Last week I was fortunate enough to find myself stepping aboard a brand spanking new Jeanneau 349 at the Vermillion Yacht Club located in the sweet little town of Vermillion, OH. Vermillion, bills itself as a small town on a great lake. Located on the southern shore of Lake Erie between Sandusky and Cleveland, Vermillion has the look and feel of a coastal New England town and is a lighting rod for boaters of all types. It’s also home port to S.O. Bum, the 349 owned by John and Linda Robertson.

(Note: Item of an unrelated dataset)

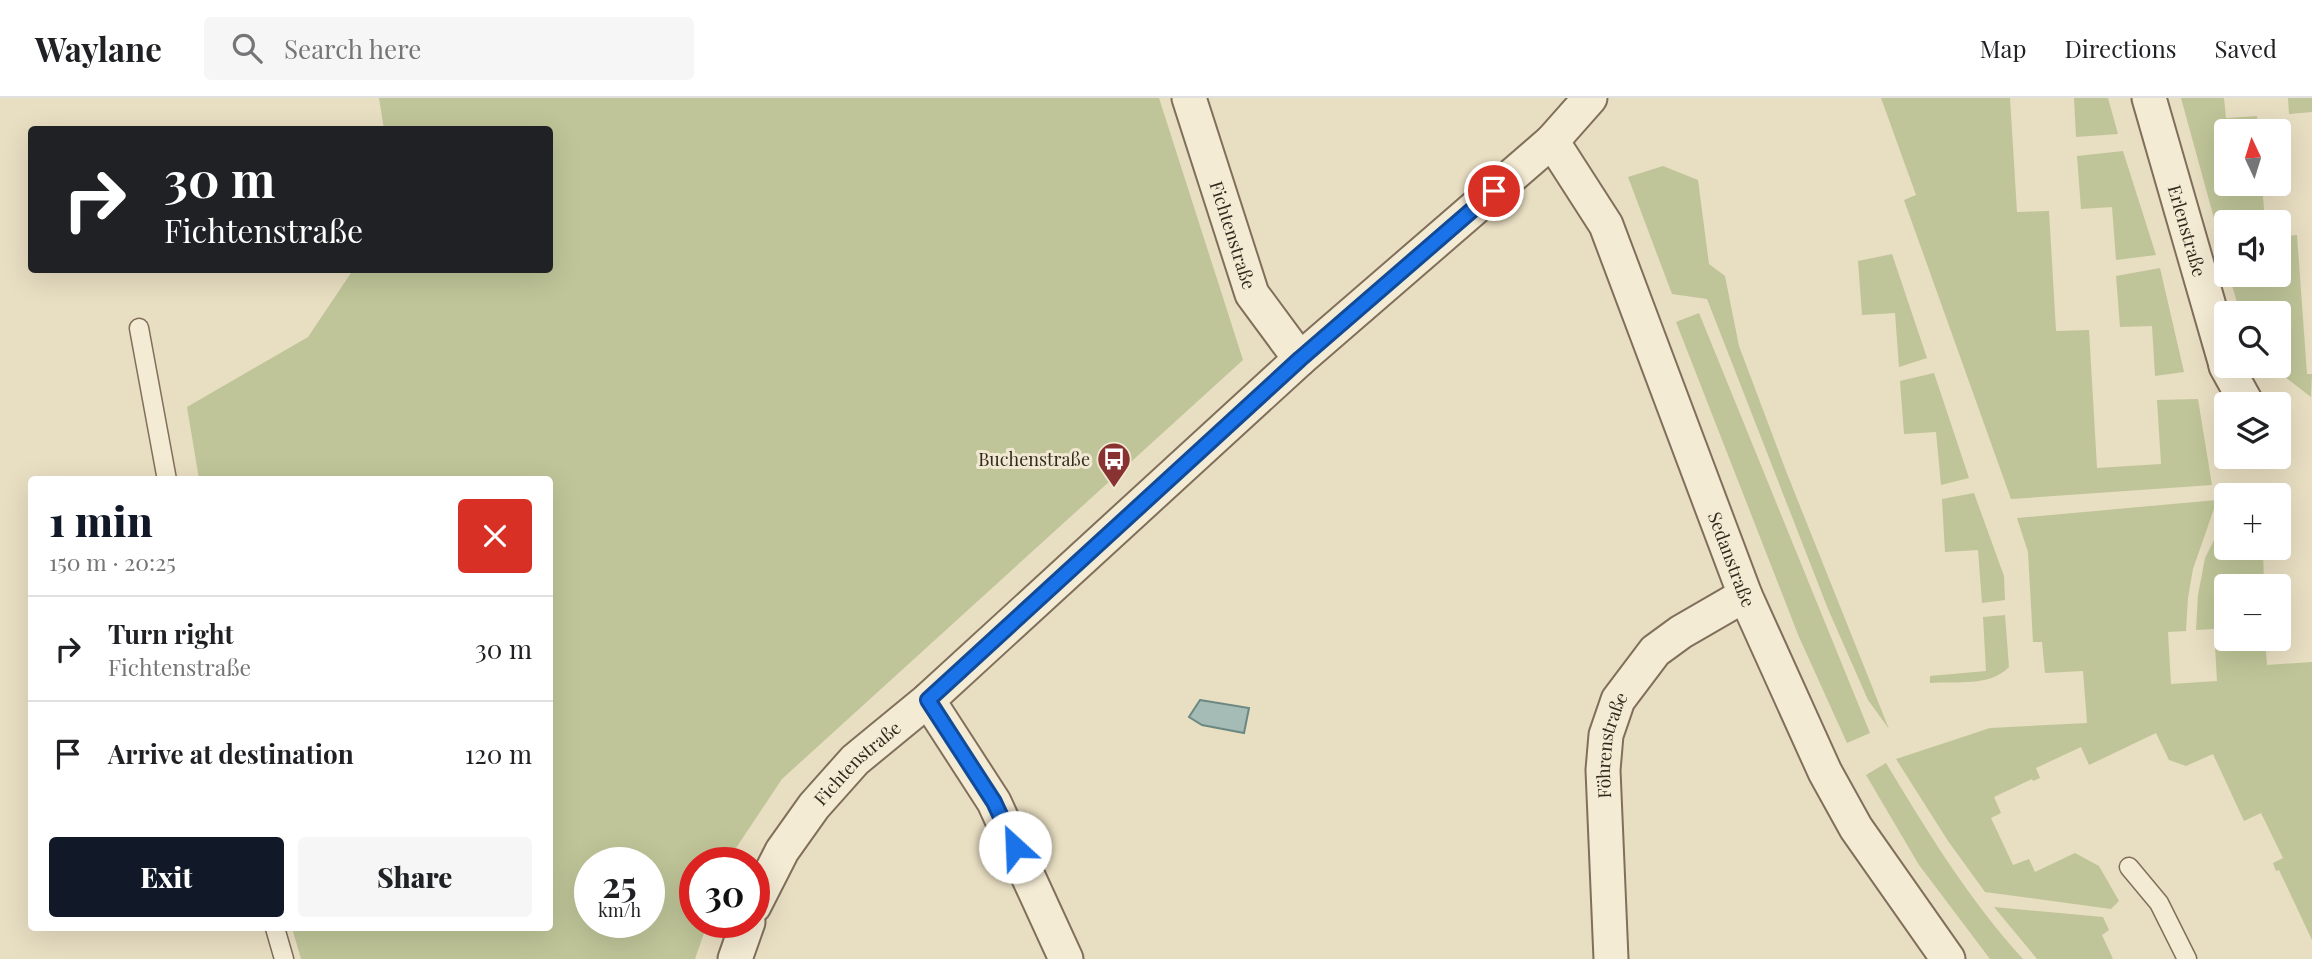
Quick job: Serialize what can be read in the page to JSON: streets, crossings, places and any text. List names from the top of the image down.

John and Linda Robertson are no strangers to sailing nor are they strangers to Jeanneau; their previous boat was a Jeanneau 54 DS that they purchased in 2005 and sailed extensively throughout the Great Lakes with their 4 children until 2010 when they sold it to purchase a Sabre 40 (I know, they went to the dark side but at least they picked a classy, good looking, good quality boat!). They upgraded from the 40 to a Sabre 48 in 2013 but John and the rest of his family never lost their love for sailing, hence their decision to purchase the Jeanneau 349.
The air was warm and the sky robin-blue as we climbed aboard the 349, Son of Bum and headed out the channel for Lake Erie. On board was my wife Kim, Rob Morley of Riverside Yacht Sales, John Robertson, and his two daughters, Olivia (24) and Victoria (18) and myself. We were 6 all together. On a normal 34 footer, 6 people in the cockpit may prove to be tight but the 349 has a tremendous amount of beam aft, making for a huge cockpit and plenty of room for everyone.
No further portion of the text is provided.